Collected data
==========

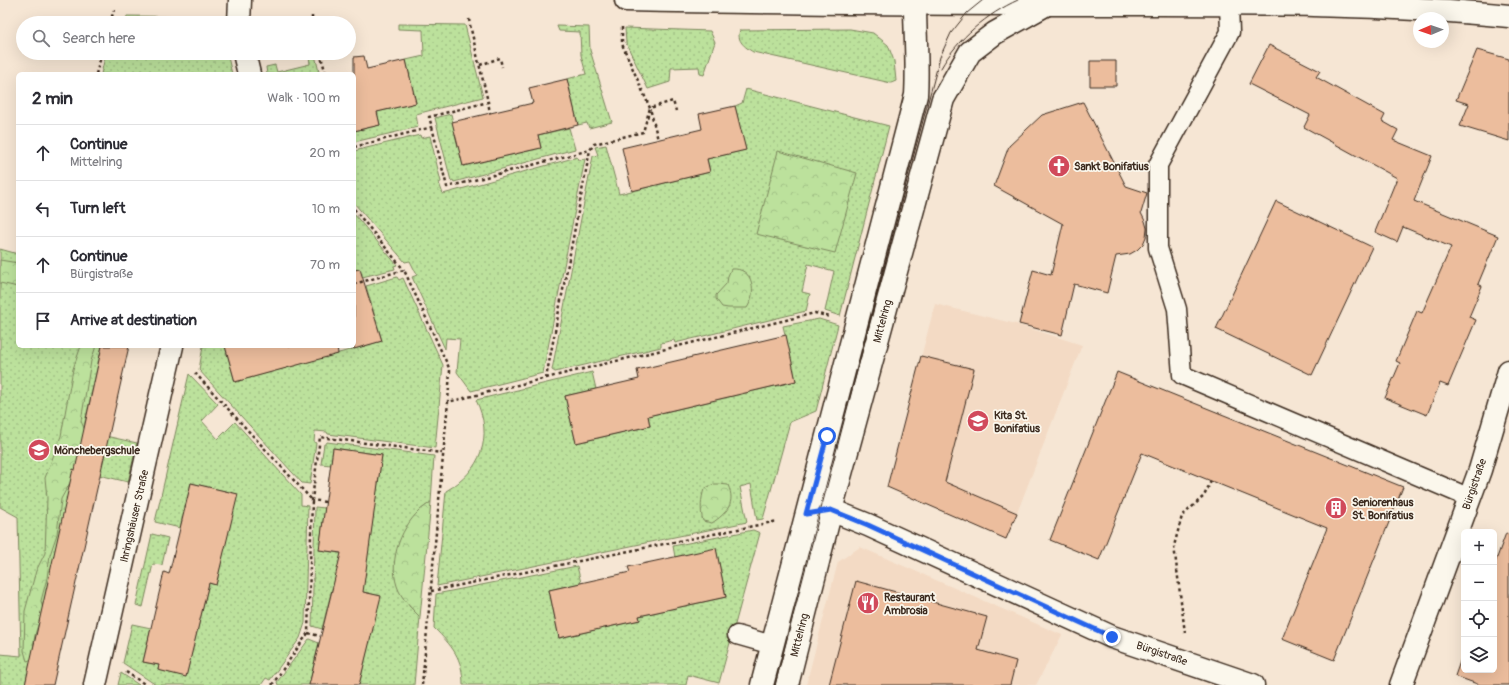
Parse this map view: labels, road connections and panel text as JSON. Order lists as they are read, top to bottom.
{
  "streets": {
    "street": ["Mittelring", "Bürgistraße", "Ihringshäuser Straße"]
  },
  "crossings": [
    ["Mittelring", "Bürgistraße"]
  ],
  "places": {
    "church": ["Sankt Bonifatius"],
    "school or university": ["Kita St. Bonifatius", "Mönchebergschule"],
    "building": ["Seniorenhaus St. Bonifatius"],
    "restaurant": ["Restaurant Ambrosia"]
  },
  "north": "left",
  "page": {
    "search": "Search here",
    "heading": ["2 min", "Walk · 100 m"],
    "list": [
      ["Continue", "Mittelring", "20 m"],
      ["Turn left", "10 m"],
      ["Continue", "Bürgistraße", "70 m"],
      "Arrive at destination"
    ],
    "map_buttons": ["+", "−"]
  }
}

==========

◆ **DIRECTIONS**: Output all of the data above exactly; no pictures should appear.

◆ **TASK ANSWER**:
Parse this map view: labels, road connections and panel text as JSON. Order lists as they are read, top to bottom.
{
  "streets": {
    "street": ["Mittelring", "Bürgistraße", "Ihringshäuser Straße"]
  },
  "crossings": [
    ["Mittelring", "Bürgistraße"]
  ],
  "places": {
    "church": ["Sankt Bonifatius"],
    "school or university": ["Kita St. Bonifatius", "Mönchebergschule"],
    "building": ["Seniorenhaus St. Bonifatius"],
    "restaurant": ["Restaurant Ambrosia"]
  },
  "north": "left",
  "page": {
    "search": "Search here",
    "heading": ["2 min", "Walk · 100 m"],
    "list": [
      ["Continue", "Mittelring", "20 m"],
      ["Turn left", "10 m"],
      ["Continue", "Bürgistraße", "70 m"],
      "Arrive at destination"
    ],
    "map_buttons": ["+", "−"]
  }
}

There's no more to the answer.